EXERCISE DIRECTIONS: Reproduce the records below in their entirety, exactly as shown.

TASK INPUT:

- Opening Delimiter -

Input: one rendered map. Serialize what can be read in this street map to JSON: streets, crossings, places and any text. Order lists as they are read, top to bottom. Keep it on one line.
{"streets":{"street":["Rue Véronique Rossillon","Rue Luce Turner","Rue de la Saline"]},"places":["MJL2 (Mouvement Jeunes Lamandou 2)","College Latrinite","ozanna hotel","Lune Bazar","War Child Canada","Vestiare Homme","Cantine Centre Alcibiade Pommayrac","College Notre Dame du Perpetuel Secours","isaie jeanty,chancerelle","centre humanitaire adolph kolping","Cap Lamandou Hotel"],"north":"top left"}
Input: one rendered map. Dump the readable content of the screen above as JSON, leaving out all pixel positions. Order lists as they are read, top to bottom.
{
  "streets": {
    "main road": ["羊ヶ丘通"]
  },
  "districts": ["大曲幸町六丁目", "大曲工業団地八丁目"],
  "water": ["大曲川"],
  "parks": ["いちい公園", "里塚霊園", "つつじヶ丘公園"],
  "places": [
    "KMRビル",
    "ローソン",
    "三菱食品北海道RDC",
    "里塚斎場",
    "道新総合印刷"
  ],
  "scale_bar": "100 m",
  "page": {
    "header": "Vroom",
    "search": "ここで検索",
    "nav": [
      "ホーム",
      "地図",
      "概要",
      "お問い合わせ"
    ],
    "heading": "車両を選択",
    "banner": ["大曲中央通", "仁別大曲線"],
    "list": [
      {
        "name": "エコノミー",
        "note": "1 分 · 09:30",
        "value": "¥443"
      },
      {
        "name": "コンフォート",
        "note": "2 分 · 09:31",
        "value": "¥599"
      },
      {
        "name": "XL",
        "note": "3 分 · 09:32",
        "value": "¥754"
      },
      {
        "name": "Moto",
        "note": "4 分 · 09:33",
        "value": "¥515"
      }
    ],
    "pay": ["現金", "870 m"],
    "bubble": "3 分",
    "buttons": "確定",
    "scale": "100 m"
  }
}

- Closing Delimiter -

ANSWER TO THE PROBLEM:
Input: one rendered map. Serialize what can be read in this street map to JSON: streets, crossings, places and any text. Order lists as they are read, top to bottom. Keep it on one line.
{"streets":{"street":["Rue Véronique Rossillon","Rue Luce Turner","Rue de la Saline"]},"places":["MJL2 (Mouvement Jeunes Lamandou 2)","College Latrinite","ozanna hotel","Lune Bazar","War Child Canada","Vestiare Homme","Cantine Centre Alcibiade Pommayrac","College Notre Dame du Perpetuel Secours","isaie jeanty,chancerelle","centre humanitaire adolph kolping","Cap Lamandou Hotel"],"north":"top left"}
Input: one rendered map. Dump the readable content of the screen above as JSON, leaving out all pixel positions. Order lists as they are read, top to bottom.
{
  "streets": {
    "main road": ["羊ヶ丘通"]
  },
  "districts": ["大曲幸町六丁目", "大曲工業団地八丁目"],
  "water": ["大曲川"],
  "parks": ["いちい公園", "里塚霊園", "つつじヶ丘公園"],
  "places": [
    "KMRビル",
    "ローソン",
    "三菱食品北海道RDC",
    "里塚斎場",
    "道新総合印刷"
  ],
  "scale_bar": "100 m",
  "page": {
    "header": "Vroom",
    "search": "ここで検索",
    "nav": [
      "ホーム",
      "地図",
      "概要",
      "お問い合わせ"
    ],
    "heading": "車両を選択",
    "banner": ["大曲中央通", "仁別大曲線"],
    "list": [
      {
        "name": "エコノミー",
        "note": "1 分 · 09:30",
        "value": "¥443"
      },
      {
        "name": "コンフォート",
        "note": "2 分 · 09:31",
        "value": "¥599"
      },
      {
        "name": "XL",
        "note": "3 分 · 09:32",
        "value": "¥754"
      },
      {
        "name": "Moto",
        "note": "4 分 · 09:33",
        "value": "¥515"
      }
    ],
    "pay": ["現金", "870 m"],
    "bubble": "3 分",
    "buttons": "確定",
    "scale": "100 m"
  }
}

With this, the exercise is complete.